So it was a real pleasure to lift the 40 kilos of this compact unit, place it on a bench, line up a roller a couple of meters away and start working some length of KD Blackbutt for handrails. 
The handle to move the cutting head is smooth and has no slack. The head can be locked in position with a lever. I have never used a portable unit so didn't see the purpose for it, however I can see how it can be useful to secure the head so that vibration can not work the head upwards if you must do a lot of repeat work with the same thickness. I also noticed that by locking the lever the head lowers about 3 or 4 tenth of a mil.  
The first piece of wood I had to push through. Not promising I thought, but rubbing the folding plates and the bottom of the thicknesser with a candle solved the problem completely. It now pulls through all the way.
If you have ever used a thicknesser, any thicknesser, you know about snipe. When you start or when you finish, the timber is not aligned with the bottom plate and digs in the cutters deeper than it should leaving a groove across the timber. With this one? No snipe ... at all... not at the start not at the end. Yes I was careful but not more than with any other machine. This one has clearly strong springs on the push rollers strong enough to stop snipe in a 4.2, 90x45 hardwood piece. 
I had to machine the wood down to 43.8mm Yes, I know not what you do with wood, but a caliper measures anything you want and I have to fit this in a steel bracket that is 44mm so, 43.8 it is.
Each turn of the handle lowers the cutter 2mm. It is extremely accurate. There is a scale on the side and it was about 2.5 mm off, but the cursor is adjustable with two little screws, so it didn't take much to get it spot on.  
The timber wasn't particularly even so the first pass was 1/2 mil each side to clean. Soon enough I was at 44 mm and I needed 43.8
Well ... if one turn is 2mm, half is one and a quarter is 1/2 mm so 2 tenth of a mil is a bit less than an eight of a turn.
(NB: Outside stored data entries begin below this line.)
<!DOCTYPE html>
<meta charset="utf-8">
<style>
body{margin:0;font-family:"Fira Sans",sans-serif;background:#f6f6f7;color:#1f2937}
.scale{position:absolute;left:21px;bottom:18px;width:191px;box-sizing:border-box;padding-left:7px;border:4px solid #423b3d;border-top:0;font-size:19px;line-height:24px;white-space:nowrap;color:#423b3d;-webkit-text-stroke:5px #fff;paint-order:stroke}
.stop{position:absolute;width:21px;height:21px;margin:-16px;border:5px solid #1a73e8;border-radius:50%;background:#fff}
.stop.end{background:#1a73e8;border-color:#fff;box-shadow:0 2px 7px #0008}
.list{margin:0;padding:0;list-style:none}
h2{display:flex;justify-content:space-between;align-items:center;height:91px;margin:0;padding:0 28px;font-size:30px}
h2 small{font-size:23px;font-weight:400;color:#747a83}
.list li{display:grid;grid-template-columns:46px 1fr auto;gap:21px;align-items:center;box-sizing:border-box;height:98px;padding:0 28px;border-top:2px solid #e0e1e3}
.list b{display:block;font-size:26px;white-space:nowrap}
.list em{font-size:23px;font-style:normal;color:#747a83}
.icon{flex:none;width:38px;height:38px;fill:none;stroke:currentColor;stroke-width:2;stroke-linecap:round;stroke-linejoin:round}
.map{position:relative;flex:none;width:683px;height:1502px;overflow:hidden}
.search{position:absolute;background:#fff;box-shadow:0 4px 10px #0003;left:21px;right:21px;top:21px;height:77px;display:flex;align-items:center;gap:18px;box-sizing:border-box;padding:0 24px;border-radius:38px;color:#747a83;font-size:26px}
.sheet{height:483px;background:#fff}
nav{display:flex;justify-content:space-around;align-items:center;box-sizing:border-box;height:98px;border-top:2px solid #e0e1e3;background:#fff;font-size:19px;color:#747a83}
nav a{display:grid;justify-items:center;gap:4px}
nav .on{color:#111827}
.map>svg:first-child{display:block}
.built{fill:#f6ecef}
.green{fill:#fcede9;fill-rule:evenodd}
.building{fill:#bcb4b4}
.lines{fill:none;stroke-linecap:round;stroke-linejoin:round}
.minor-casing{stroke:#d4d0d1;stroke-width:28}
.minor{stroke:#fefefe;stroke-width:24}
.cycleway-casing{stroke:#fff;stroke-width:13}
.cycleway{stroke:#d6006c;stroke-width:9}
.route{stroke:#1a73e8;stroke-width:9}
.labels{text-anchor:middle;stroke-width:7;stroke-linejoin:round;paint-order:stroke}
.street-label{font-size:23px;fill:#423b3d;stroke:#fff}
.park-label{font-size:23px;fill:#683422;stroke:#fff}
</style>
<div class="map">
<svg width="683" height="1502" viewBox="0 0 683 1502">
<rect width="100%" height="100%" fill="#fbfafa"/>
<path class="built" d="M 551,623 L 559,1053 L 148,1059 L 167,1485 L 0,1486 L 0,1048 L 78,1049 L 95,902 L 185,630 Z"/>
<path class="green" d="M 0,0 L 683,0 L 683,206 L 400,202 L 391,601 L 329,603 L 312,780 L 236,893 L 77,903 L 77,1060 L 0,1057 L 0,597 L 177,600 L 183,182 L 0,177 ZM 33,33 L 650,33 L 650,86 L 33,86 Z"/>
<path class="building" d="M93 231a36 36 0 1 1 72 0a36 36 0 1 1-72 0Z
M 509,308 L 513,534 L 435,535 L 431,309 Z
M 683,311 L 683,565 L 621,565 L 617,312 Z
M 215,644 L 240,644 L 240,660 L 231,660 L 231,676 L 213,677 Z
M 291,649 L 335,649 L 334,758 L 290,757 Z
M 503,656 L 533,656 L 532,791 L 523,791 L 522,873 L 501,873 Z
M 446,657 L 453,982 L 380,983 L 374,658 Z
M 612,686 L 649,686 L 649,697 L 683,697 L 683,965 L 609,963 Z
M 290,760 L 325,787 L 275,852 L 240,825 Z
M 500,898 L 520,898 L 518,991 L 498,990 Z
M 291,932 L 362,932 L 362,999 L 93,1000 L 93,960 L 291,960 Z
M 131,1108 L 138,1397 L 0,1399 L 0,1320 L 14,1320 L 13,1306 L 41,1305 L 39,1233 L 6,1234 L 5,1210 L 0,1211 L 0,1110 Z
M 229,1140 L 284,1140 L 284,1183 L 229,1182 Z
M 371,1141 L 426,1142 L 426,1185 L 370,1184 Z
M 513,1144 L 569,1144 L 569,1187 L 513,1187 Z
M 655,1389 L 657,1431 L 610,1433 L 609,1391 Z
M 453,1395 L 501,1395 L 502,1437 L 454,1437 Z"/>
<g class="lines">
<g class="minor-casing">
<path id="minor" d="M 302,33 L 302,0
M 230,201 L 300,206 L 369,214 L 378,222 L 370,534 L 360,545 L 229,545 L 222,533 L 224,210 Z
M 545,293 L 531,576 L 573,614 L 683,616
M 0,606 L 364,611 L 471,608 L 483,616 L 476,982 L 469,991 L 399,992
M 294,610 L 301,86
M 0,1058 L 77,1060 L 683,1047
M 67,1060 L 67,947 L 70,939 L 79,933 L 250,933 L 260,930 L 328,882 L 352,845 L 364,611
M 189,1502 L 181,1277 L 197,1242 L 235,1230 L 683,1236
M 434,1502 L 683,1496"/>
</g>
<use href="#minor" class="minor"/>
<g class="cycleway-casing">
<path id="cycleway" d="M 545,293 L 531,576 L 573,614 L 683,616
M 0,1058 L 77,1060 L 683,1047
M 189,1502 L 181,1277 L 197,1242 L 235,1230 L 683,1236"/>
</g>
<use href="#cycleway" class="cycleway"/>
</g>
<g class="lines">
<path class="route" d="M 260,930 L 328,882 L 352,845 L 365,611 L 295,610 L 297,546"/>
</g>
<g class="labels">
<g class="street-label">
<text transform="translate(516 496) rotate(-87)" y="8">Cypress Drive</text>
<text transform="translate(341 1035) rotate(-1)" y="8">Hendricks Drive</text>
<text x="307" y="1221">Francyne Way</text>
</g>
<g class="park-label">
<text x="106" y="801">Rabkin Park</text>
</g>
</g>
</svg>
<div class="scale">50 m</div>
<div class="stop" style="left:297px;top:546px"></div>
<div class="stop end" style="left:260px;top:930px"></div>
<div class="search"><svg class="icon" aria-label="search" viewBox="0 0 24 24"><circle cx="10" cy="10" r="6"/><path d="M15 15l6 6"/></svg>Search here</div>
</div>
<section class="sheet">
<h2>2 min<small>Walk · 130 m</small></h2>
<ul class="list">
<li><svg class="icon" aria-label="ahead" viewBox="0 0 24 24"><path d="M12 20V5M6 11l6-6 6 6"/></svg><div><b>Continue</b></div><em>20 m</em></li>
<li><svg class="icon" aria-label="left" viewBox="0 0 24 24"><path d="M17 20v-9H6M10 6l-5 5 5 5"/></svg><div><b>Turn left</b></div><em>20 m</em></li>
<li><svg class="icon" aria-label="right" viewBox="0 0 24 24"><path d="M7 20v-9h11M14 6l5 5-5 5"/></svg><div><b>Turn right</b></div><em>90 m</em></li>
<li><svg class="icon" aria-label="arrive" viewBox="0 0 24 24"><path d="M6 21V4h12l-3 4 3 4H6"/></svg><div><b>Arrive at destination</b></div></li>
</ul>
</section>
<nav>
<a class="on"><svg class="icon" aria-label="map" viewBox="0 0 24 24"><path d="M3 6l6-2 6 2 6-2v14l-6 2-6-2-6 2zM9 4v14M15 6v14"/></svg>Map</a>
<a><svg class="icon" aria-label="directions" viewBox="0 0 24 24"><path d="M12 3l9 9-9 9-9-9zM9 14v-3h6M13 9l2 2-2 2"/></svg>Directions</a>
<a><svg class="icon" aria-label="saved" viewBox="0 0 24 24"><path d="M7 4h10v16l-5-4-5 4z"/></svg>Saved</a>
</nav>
So turn ,lock, and shave off 0.2mm. Incredible.  
At the end I was a bit short so needed to machine down one 140x45 down to 90x45 same blackbutt KD.
The machine takes 3mm at the time not more, more will jam against the body. One and a half turn cuts easy and fast, the finish is free of any chatter, smooth as if it was sanded. 
Have still to figure out how to change the blades, the previous owner must have caught a nail and the blades have a couple of dents. 
I'll do it when I have some spare time. For now it works just fine as it is. 
This is still a light unit with limitations. Sure a 300k 3phase thicknesser with motorised up and down will probably have better results, but for the money, I am very happy with it.

----------


## METRIX

Good to know, Thanks Marc. 
Although I am considering the W815 justonething suggested, I like the idea of the Helical blades, if you damage one, just turn it over, and with TCT blades available as an option, plus it's good value.

----------


## justonething

You can buy the_ full set of carbide blades for $99_ instead of paying $110 for 10 at Hafco.
correction each cutter has only 2 sharp edges and 2 square edges and not 4 as I have mistakenly stated.

----------


## METRIX

Cool, that's heaps cheaper than the others sell them for, and full set not just 10. 
Thanks

----------


## David.Elliott

Marc,
Watch out with the use of the candle wax mate. Will interfere with glue ups, if needed, down the track.  I have a block of "special" wax that came with my panel saw that, I'm told, won't interfere with glue..so far that's been right.. 
There's a basic jig for blade setting. Usually comes with the unit. Or you can spend stupid amounts on flash ones...

----------


## Marc

Mm 'gluable' wax? That's interesting. I've used candles on machines for the last mm 40 years, didn't know there was something that wouldn't interfere with glue. What's it made of?

----------


## David.Elliott

Lemme find out. Have not bothered as I have some..

----------